● Task to complete
If the records below hold pictures, omit them, and print exactly the lines from the first line through the line containing "position:relative; flex:1; overflow:hidden", inclusive.
↓
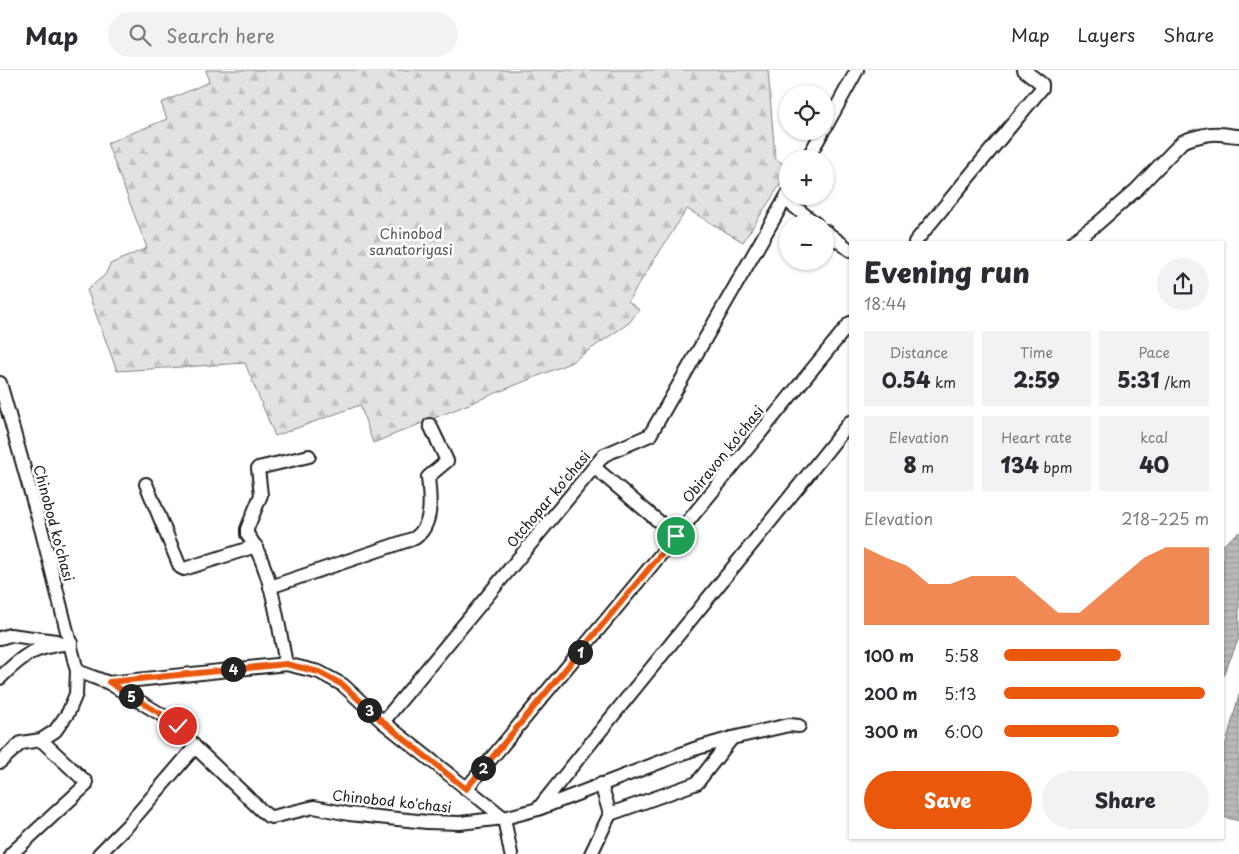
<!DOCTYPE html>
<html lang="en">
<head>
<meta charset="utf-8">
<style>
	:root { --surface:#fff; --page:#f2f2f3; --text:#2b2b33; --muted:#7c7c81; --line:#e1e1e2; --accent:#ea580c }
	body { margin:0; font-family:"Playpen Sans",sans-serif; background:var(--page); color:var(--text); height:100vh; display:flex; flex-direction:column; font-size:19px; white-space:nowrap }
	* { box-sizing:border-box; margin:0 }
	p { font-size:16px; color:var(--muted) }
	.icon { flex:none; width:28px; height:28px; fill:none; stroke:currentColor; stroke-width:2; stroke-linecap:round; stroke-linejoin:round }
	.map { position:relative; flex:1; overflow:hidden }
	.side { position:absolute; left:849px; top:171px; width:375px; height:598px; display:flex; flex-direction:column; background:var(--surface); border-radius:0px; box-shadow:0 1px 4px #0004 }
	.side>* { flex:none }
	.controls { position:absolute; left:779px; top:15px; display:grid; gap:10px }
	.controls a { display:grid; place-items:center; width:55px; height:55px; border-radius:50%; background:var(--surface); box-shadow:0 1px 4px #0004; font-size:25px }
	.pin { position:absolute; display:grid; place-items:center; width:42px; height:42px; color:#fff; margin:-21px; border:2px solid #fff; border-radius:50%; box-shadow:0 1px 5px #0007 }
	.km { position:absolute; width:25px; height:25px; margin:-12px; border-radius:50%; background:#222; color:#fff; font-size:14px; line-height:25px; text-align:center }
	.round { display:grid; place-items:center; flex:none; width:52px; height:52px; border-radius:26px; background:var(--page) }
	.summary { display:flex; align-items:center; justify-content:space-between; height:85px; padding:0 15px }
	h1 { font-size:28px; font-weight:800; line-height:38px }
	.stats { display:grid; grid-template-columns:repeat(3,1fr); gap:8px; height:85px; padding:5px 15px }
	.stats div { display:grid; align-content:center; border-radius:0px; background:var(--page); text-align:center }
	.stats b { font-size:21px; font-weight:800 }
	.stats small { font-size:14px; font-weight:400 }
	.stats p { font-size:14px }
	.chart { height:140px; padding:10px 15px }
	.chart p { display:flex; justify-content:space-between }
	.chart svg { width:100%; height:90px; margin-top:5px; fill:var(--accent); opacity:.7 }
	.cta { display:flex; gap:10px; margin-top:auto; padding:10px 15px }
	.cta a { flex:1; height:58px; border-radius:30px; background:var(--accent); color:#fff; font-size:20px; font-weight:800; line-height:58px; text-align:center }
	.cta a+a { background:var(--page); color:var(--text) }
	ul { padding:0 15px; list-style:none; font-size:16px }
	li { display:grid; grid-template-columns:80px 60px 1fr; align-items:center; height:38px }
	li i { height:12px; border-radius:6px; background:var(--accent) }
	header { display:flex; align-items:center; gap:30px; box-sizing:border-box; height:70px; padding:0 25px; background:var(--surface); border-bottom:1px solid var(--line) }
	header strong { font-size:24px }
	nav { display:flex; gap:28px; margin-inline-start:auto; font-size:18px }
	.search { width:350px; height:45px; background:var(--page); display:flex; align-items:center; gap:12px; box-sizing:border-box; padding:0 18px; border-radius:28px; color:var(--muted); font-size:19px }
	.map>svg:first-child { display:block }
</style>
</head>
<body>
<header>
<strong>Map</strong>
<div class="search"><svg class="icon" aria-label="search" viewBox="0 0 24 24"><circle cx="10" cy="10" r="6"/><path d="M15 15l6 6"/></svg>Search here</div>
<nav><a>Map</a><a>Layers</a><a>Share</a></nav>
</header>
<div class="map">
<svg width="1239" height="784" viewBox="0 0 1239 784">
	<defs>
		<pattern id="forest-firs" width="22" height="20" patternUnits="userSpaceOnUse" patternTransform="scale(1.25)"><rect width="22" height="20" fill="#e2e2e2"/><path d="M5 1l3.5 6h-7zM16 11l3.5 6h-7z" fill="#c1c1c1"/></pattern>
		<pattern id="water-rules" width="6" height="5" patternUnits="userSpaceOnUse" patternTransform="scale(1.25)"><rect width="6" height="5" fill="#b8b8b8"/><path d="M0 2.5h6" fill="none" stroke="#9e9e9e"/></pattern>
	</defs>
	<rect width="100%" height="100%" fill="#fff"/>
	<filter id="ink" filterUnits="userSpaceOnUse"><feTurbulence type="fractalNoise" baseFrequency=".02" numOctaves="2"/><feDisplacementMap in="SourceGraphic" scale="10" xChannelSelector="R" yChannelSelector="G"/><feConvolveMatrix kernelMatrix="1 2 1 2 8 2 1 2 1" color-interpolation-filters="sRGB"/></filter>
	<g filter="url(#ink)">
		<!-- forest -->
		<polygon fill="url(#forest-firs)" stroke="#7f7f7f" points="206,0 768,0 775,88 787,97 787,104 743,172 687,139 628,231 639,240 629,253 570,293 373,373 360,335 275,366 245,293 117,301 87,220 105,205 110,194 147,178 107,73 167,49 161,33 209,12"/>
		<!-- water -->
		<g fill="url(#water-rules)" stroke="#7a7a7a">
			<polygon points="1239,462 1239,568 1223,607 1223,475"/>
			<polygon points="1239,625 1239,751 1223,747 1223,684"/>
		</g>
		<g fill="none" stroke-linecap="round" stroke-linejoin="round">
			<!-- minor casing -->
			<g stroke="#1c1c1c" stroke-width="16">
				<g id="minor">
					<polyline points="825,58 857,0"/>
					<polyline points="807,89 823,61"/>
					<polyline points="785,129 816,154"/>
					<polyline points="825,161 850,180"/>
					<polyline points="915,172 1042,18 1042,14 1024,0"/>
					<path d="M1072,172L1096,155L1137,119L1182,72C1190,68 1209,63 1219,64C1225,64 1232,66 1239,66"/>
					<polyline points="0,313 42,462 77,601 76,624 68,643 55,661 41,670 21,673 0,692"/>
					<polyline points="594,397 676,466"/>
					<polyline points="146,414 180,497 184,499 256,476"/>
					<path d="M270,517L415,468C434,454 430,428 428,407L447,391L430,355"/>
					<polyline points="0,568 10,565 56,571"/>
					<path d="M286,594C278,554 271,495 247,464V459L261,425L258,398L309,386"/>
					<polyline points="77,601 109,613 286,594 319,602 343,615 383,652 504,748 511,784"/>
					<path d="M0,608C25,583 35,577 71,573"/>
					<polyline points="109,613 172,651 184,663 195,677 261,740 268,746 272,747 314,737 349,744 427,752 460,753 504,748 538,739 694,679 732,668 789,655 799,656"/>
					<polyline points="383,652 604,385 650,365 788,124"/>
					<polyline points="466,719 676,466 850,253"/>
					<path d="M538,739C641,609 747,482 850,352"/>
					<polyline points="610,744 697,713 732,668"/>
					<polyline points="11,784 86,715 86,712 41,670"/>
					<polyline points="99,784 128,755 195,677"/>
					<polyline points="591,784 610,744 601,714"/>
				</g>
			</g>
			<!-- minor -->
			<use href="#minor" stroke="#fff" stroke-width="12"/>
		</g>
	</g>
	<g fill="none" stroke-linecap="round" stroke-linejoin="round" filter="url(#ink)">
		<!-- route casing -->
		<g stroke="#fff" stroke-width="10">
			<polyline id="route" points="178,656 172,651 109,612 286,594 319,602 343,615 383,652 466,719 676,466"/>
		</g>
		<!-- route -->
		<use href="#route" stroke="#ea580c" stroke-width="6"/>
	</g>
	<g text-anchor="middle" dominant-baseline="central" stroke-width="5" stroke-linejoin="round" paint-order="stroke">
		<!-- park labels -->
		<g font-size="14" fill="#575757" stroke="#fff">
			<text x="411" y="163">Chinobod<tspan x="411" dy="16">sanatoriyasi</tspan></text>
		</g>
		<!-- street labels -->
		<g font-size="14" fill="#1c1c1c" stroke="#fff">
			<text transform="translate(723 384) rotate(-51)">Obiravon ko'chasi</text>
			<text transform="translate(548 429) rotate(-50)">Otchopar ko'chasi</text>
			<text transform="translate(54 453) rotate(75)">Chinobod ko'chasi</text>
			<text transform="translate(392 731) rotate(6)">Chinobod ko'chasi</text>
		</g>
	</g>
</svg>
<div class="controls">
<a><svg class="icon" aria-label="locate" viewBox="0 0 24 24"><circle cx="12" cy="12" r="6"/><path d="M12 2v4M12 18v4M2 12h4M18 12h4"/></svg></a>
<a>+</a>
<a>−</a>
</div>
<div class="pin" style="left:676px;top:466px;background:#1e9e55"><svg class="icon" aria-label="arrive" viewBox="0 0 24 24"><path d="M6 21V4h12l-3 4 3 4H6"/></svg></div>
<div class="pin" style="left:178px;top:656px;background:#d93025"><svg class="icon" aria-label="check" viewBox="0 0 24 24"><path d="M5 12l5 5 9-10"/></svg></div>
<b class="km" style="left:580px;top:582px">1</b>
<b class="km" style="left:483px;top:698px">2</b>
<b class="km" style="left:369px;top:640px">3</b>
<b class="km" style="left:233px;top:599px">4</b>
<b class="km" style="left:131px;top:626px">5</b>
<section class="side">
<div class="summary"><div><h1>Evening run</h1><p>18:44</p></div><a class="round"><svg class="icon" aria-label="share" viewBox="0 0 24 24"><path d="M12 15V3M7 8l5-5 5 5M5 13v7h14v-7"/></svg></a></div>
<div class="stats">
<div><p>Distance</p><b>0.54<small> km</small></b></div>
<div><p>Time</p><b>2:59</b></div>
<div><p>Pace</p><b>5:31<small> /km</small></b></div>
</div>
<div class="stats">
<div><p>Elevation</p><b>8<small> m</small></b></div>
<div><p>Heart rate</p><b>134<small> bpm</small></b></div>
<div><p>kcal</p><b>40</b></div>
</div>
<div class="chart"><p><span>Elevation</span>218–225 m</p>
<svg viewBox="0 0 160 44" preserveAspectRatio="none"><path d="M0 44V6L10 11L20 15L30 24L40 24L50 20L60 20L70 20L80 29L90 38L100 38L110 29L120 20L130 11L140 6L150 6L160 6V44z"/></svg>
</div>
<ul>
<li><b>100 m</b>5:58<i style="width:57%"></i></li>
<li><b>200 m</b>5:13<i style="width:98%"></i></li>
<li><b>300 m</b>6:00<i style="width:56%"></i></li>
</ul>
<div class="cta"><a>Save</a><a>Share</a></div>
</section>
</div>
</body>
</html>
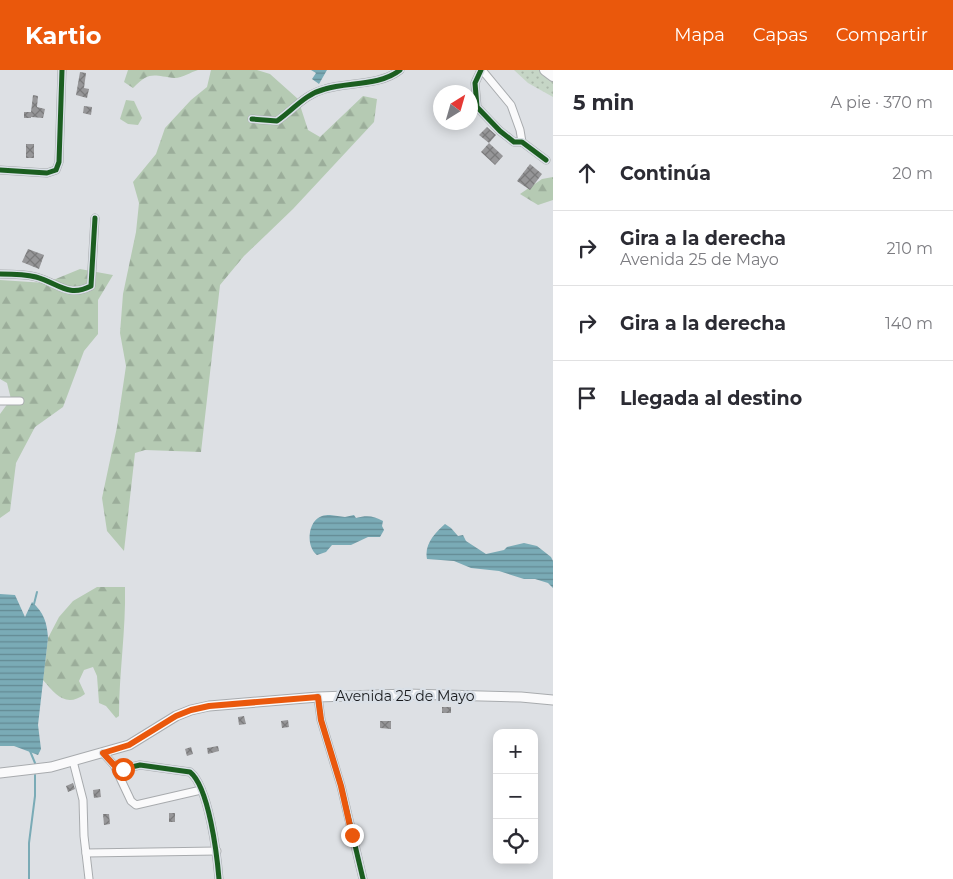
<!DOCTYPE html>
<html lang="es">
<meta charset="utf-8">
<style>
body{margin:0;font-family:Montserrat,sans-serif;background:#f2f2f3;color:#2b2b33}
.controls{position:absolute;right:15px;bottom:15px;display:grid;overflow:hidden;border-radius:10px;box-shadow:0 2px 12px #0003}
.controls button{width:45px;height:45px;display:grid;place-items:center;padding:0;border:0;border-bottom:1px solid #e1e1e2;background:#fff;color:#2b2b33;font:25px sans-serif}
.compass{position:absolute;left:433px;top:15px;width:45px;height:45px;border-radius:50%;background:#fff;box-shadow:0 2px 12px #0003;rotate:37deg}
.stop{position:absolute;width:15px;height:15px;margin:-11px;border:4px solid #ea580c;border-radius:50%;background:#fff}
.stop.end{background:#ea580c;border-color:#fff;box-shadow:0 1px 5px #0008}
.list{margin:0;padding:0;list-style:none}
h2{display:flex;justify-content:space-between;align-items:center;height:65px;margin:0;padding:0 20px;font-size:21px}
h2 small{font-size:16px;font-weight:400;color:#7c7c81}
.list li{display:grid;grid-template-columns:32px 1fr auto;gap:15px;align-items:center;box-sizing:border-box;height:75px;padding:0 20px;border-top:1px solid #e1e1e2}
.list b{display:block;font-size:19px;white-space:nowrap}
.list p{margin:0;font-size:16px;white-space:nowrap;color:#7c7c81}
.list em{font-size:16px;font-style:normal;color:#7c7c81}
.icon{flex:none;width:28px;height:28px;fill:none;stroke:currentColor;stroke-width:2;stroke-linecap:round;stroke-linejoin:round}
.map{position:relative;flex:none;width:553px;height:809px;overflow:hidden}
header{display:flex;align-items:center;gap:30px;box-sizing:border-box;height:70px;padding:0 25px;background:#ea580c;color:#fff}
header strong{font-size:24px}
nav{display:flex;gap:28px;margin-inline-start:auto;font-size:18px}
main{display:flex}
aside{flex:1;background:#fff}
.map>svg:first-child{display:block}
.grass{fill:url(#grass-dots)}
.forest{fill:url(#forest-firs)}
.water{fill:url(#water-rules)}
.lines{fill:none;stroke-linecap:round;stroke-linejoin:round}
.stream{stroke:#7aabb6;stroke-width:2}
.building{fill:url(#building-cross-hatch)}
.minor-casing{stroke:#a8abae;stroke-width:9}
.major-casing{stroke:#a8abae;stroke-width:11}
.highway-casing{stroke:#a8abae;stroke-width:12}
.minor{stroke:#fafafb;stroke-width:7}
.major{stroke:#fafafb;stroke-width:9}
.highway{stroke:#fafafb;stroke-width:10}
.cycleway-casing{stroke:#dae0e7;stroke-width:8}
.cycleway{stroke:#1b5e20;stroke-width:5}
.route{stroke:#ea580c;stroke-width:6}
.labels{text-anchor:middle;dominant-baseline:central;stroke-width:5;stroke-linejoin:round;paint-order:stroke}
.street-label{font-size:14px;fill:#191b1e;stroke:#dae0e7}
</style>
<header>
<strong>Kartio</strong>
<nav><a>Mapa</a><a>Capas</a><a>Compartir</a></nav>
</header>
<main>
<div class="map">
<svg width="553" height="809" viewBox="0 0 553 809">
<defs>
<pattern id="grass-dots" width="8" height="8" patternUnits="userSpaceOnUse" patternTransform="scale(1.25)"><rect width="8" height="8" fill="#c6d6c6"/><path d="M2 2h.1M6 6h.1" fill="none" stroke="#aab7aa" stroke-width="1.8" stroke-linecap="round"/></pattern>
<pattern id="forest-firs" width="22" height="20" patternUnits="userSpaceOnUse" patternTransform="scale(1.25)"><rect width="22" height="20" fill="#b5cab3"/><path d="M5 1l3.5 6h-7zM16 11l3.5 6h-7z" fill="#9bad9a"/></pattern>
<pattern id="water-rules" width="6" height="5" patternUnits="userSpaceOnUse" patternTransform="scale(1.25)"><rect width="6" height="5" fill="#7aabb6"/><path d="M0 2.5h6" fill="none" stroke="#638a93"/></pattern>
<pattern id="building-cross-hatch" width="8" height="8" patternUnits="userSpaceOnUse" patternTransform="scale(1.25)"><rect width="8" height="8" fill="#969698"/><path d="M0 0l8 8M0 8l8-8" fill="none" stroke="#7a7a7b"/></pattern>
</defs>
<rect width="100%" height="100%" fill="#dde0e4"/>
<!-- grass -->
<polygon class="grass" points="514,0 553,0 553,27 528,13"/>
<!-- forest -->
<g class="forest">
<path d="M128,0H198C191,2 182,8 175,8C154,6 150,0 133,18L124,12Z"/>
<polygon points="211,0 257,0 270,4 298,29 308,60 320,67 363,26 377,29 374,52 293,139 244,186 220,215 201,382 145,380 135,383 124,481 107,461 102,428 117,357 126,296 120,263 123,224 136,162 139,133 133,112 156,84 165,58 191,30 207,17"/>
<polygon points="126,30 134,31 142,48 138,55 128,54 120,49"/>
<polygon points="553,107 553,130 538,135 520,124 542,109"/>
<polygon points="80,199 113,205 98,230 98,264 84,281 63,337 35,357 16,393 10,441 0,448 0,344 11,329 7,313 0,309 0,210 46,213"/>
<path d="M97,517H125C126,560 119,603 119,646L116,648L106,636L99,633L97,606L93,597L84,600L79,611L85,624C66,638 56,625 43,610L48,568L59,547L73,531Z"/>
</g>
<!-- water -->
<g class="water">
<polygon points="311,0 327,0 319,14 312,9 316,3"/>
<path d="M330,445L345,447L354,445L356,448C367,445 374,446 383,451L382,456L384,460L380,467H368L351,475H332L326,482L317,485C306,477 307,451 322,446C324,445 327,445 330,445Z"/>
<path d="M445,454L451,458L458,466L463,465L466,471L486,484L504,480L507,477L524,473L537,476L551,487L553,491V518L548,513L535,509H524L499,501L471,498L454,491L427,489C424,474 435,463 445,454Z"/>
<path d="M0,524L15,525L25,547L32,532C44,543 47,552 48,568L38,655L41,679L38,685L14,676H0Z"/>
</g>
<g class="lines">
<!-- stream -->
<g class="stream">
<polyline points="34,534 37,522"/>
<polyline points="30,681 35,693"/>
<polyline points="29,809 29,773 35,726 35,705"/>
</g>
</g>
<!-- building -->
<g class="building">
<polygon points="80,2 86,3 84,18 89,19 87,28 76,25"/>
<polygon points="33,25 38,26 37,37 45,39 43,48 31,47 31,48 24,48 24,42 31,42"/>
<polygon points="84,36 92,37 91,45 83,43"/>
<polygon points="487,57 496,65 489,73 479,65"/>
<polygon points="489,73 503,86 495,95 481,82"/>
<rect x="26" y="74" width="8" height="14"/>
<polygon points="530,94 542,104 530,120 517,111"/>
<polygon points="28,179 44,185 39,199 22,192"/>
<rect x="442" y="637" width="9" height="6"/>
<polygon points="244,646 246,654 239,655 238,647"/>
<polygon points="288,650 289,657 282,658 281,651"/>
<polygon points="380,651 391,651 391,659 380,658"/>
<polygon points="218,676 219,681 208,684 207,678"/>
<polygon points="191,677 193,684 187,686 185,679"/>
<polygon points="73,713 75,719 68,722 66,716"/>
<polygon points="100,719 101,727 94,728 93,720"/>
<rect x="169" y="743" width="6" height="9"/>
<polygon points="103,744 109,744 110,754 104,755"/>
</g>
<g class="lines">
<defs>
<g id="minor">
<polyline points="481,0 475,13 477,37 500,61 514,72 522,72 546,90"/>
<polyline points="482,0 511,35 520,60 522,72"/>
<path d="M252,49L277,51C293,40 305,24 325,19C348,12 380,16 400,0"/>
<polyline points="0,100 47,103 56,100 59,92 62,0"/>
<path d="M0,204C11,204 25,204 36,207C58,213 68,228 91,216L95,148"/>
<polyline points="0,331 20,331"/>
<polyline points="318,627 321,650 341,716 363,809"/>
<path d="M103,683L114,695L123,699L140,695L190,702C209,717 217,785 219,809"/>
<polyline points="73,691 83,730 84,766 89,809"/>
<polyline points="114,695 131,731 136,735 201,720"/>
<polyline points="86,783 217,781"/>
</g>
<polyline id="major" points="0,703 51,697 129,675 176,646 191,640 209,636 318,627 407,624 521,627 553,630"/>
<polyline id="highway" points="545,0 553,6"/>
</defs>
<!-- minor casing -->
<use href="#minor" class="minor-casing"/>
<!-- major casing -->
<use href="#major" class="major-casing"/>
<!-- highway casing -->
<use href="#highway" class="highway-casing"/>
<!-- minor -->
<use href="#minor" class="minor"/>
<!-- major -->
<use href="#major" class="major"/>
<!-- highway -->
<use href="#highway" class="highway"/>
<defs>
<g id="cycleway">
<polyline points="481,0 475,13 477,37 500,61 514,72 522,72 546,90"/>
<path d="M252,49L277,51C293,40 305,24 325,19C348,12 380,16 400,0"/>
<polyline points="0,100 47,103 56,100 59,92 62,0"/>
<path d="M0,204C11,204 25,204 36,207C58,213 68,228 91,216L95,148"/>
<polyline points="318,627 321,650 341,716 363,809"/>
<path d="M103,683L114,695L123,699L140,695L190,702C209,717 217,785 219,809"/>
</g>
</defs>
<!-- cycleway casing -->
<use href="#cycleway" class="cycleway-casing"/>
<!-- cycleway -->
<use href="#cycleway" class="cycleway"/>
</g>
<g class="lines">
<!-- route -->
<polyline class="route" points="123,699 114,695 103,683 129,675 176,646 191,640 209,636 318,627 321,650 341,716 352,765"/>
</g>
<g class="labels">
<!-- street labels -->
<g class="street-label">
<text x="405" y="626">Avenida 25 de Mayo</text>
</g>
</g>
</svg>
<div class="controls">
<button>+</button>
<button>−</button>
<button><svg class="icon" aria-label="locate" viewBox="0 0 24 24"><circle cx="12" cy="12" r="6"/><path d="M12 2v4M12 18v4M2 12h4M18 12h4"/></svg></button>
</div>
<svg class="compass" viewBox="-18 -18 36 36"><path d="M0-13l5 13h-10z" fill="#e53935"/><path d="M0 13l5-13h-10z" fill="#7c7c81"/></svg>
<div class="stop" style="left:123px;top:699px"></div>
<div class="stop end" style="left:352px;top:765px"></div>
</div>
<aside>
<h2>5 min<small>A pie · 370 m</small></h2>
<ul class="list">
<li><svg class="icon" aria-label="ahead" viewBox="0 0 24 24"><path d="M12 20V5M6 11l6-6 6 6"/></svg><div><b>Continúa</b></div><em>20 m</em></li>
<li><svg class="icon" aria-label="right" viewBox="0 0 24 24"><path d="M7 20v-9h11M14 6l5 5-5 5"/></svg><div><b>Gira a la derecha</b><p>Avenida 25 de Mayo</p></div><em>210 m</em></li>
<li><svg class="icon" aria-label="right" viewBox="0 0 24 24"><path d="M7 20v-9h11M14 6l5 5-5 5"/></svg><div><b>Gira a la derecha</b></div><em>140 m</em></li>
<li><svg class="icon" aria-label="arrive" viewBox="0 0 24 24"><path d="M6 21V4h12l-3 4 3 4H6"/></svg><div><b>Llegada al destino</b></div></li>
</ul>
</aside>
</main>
↑
● Response to this task
<!DOCTYPE html>
<html lang="en">
<head>
<meta charset="utf-8">
<style>
	:root { --surface:#fff; --page:#f2f2f3; --text:#2b2b33; --muted:#7c7c81; --line:#e1e1e2; --accent:#ea580c }
	body { margin:0; font-family:"Playpen Sans",sans-serif; background:var(--page); color:var(--text); height:100vh; display:flex; flex-direction:column; font-size:19px; white-space:nowrap }
	* { box-sizing:border-box; margin:0 }
	p { font-size:16px; color:var(--muted) }
	.icon { flex:none; width:28px; height:28px; fill:none; stroke:currentColor; stroke-width:2; stroke-linecap:round; stroke-linejoin:round }
	.map { position:relative; flex:1; overflow:hidden }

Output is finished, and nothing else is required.